Enter Robin Hacke, Senior Fellow at the Kresge Foundation and David Wood of Harvard’s Initiative for Responsible Investment. For the past few years, they have been working to understand and improve what they call the “capital absorption capacity of places,” a community’s ability to harness investment to address local priorities (click here to read their working paper on the subject). In a recent panel discussion at the Lincoln Institute of Land Policy, they described pilot projects in Los Angeles, the San Francisco Bay Area, and Denver to make communities more investable. They were joined by Christopher Goett of the California Community Foundation, who oversees the work in Los Angeles.

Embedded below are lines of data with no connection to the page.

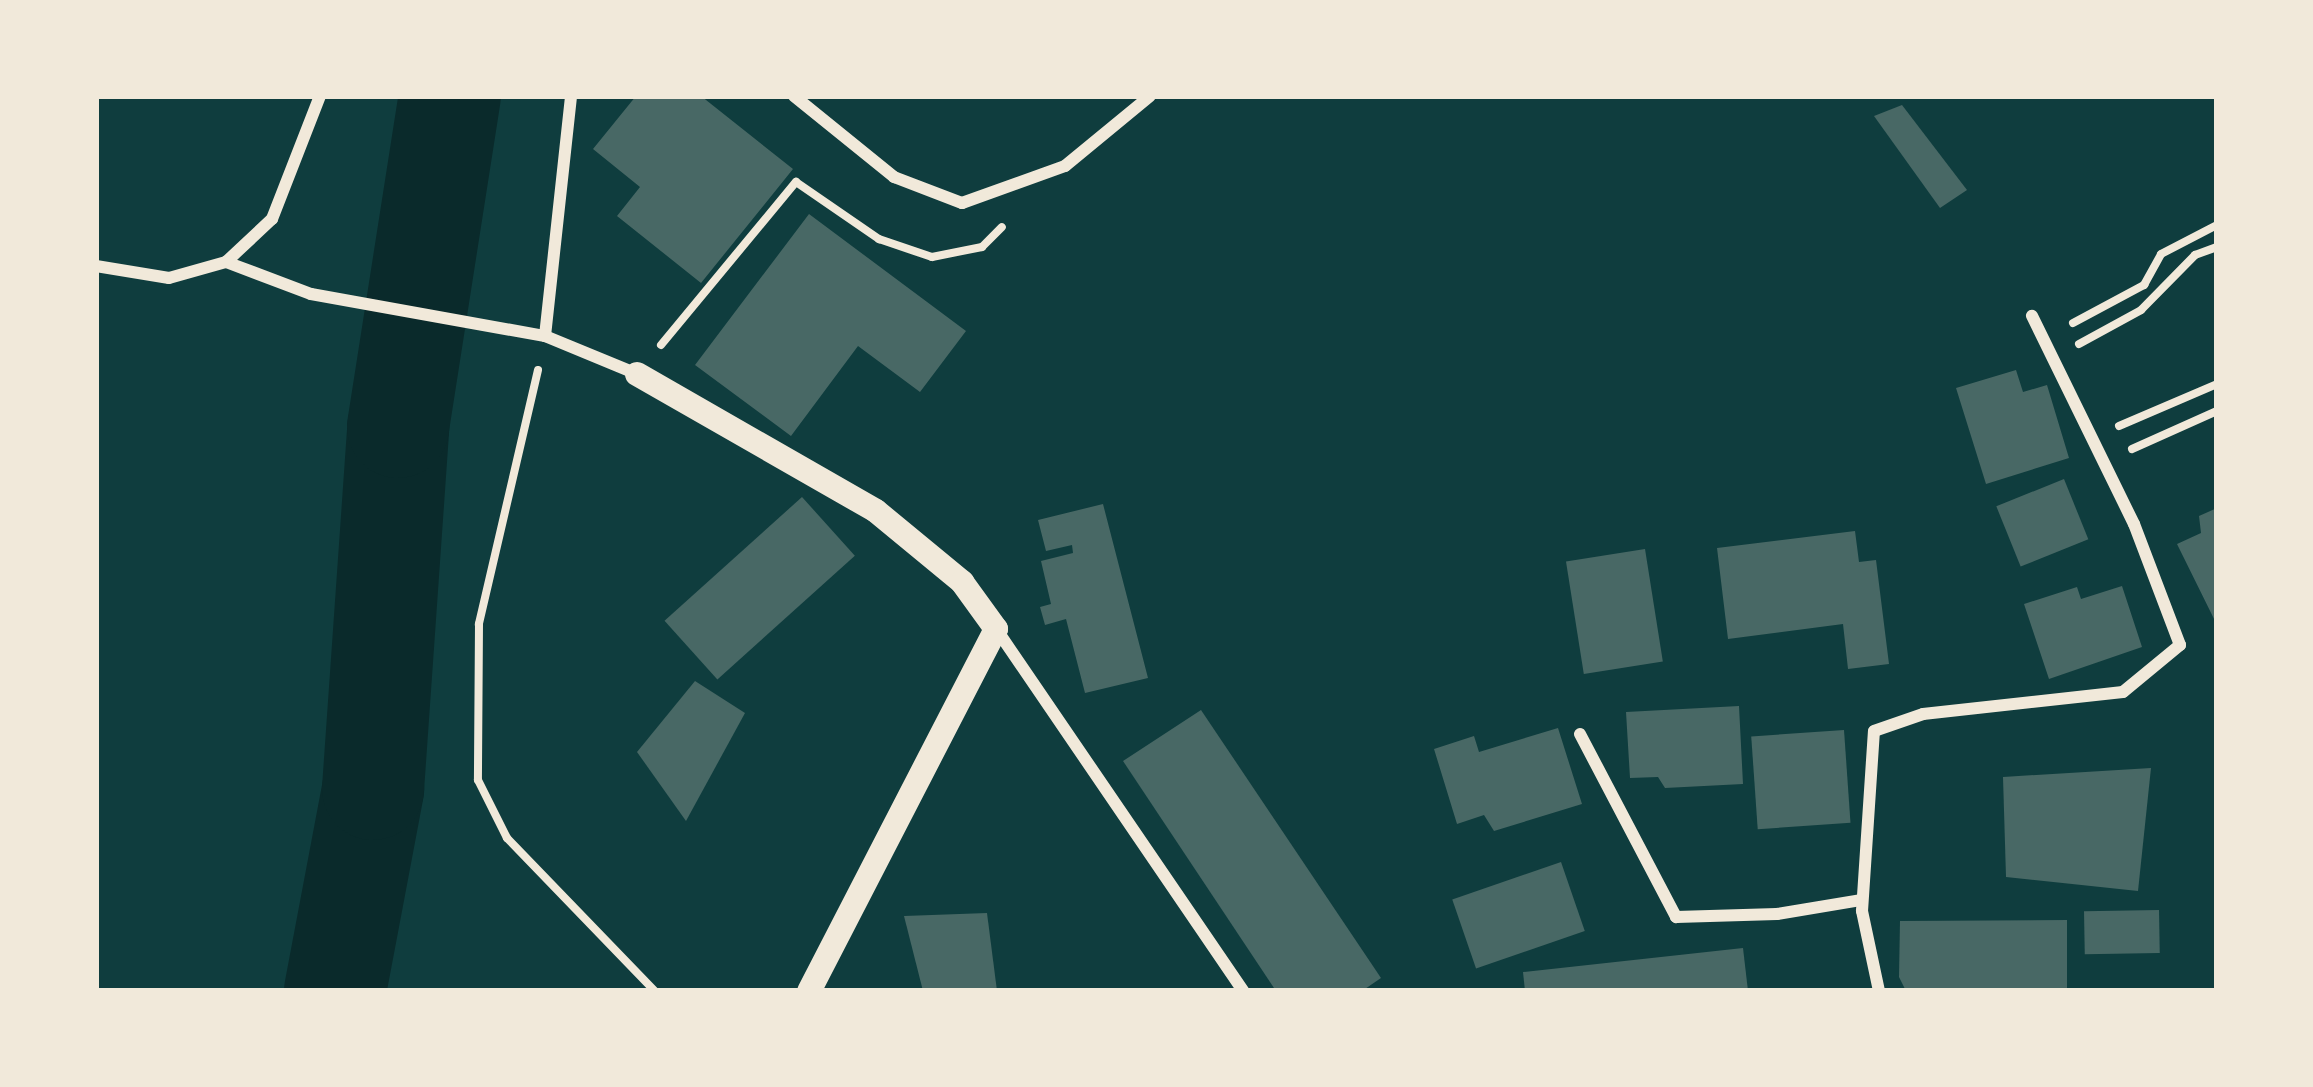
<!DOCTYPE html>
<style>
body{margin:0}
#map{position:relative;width:2313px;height:1087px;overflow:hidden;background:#0f3d3e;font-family:Cabin,sans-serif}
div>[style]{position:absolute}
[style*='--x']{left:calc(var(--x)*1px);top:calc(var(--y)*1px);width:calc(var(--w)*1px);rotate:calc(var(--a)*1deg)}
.river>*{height:102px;margin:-51px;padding:0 51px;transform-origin:51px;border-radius:51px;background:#0a2a2b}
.building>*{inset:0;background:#486865;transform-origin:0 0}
.path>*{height:8px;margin:-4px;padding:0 4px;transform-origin:4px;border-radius:4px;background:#f1e9da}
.minor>*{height:12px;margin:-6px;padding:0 6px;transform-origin:6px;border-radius:6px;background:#f1e9da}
.secondary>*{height:24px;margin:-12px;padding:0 12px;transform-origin:12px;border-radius:12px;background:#f1e9da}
span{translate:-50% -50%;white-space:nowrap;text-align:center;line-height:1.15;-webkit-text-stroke:12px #f1e9da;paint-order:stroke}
.frame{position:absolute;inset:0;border:99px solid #f1e9da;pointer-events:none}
</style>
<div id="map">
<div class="river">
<div style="--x:335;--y:991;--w:206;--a:-79.3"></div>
<div style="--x:373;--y:789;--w:363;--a:-86"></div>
<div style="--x:398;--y:427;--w:335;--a:-81.1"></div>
</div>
<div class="building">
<div style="clip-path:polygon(636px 96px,701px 96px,793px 169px,701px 283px,617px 216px,640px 187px,593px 149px)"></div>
<div style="clip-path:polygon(1902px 105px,1967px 190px,1940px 208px,1874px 116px)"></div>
<div style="clip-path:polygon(809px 214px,966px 331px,920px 392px,858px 346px,791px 436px,695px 365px)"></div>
<div style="clip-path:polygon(2016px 370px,2023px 392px,2047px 385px,2069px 458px,1986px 484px,1956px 388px)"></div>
<div style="left:2064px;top:479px;width:65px;height:73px;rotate:68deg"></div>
<div style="left:802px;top:497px;width:79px;height:185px;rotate:48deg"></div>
<div style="clip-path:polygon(1103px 504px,1148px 678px,1085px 693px,1066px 619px,1045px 625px,1040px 607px,1051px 604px,1041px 561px,1073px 553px,1072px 545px,1046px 551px,1038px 520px)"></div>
<div style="clip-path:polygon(2217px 508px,2217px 625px,2177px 544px,2201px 533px,2199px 516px)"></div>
<div style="clip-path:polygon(1855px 531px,1859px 562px,1876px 560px,1889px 664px,1848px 669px,1843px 624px,1728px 639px,1717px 548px)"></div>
<div style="left:1645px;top:549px;width:114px;height:80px;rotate:81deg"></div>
<div style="clip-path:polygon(2122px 586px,2142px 647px,2049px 679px,2024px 604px,2077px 587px,2081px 599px)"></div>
<div style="clip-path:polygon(695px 681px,745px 713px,686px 821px,637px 752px)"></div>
<div style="clip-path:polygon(1739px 706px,1743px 784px,1665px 788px,1658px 777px,1630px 778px,1626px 712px)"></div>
<div style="clip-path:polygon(1201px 710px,1381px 978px,1362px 991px,1276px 991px,1123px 761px)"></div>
<div style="clip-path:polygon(1558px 728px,1582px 804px,1494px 831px,1484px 815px,1457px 824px,1434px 749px,1474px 736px,1479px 752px)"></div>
<div style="left:1844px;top:730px;width:93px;height:93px;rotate:86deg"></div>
<div style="clip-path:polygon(2151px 768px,2138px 891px,2006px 877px,2003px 777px)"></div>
<div style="left:1561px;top:862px;width:73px;height:115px;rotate:71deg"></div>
<div style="left:2159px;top:910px;width:43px;height:75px;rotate:89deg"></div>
<div style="clip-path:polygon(987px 913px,997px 991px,923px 991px,904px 916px)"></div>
<div style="clip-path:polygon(2067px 920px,2067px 991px,1906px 991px,1899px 977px,1900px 921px)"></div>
<div style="clip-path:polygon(1743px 948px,1748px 991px,1525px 991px,1523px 972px)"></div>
</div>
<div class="path">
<div style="--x:2073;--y:323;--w:81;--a:-28.2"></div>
<div style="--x:2144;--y:285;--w:35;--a:-61"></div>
<div style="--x:2161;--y:254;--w:63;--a:-27.4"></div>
<div style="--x:2079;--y:344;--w:71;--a:-28.7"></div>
<div style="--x:2141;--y:310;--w:77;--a:-45.5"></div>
<div style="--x:2195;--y:255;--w:23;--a:-20"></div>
<div style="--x:661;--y:345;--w:212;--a:-50.4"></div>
<div style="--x:796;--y:182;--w:101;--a:34.5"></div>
<div style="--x:879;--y:239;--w:56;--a:18.8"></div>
<div style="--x:932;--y:257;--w:51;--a:-11.3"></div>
<div style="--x:982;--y:247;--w:28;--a:-45"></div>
<div style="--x:538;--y:370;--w:261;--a:103.1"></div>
<div style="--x:479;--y:624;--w:156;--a:90.4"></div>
<div style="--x:478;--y:780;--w:65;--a:63.4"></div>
<div style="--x:507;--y:838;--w:213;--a:46"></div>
<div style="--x:2119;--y:426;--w:107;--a:-23.2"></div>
<div style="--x:2132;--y:449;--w:93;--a:-24.1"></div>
</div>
<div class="minor">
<div style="--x:794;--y:96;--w:129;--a:39"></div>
<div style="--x:894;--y:177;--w:73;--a:20.9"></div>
<div style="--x:962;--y:203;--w:109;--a:-19.8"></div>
<div style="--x:1065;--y:166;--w:110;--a:-39.5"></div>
<div style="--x:226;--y:262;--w:91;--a:20.6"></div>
<div style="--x:311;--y:294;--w:238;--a:10.2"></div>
<div style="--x:545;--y:336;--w:100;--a:22.4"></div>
<div style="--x:96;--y:266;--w:74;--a:9.3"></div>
<div style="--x:169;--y:278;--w:59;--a:-15.7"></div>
<div style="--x:226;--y:262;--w:63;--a:-43.1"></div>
<div style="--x:272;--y:219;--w:132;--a:-68.7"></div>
<div style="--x:545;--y:336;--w:241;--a:-83.8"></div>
<div style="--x:997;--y:630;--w:437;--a:55.7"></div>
<div style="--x:1580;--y:734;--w:207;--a:62.3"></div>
<div style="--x:1676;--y:917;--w:101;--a:-1.7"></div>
<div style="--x:1777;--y:914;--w:86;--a:-9.4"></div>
<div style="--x:1879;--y:991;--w:82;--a:-102"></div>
<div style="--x:1862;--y:911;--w:180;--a:-86.2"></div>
<div style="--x:1874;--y:731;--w:52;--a:-19.1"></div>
<div style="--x:1923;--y:714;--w:201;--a:-6.3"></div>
<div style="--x:2123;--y:692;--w:74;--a:-39.5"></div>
<div style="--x:2180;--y:645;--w:129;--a:-110.8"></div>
<div style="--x:2134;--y:524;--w:232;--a:-116.1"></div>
</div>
<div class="secondary">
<div style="--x:637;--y:374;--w:275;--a:29.8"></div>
<div style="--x:876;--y:511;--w:112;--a:39.5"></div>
<div style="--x:962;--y:582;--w:58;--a:54.1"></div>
<div style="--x:996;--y:629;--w:407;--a:117.3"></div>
</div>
<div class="frame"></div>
</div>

Whether the goal is economic development, affordable housing, environmental sustainability, or healthier places, investing meaningfully in communities requires a mix of public, philanthropic, and for-profit investment. But many communities lack the environment and the institutions that can help channel funding to the right places, Hacke said.
“In ecosystem terms, if you’re looking at the forest and there’s a critter missing, it might be that there’s nothing for it to eat, or no place for it to nest,” Hacke said.
The same is true for community investment systems in cities; places that lack robust community development financial institutions or community development corporations may not have the types of supportive philanthropic and policy environments that would allow such organizations to thrive.
In the absence of robust investment systems, investors may default to the most safe, traditional projects without consideration for a community’s most urgent needs. Individuals sometimes succeed in advancing good projects, but only by navigating byzantine processes and cobbling together numerous sources of funding in ways that can’t be replicated on a large scale. It shouldn’t be that hard, and Hacke hopes to make it easier.
The project has shown some promising signs in Los Angeles, where a coalition of community organizations is working to direct transportation funding toward affordable housing near transit stations. If successful, the initiative could help tackle several of the city’s social, economic and environmental challenges at once. The goal is to align public, private and philanthropic capital, and match it up with the priorities of communities, Hacke said.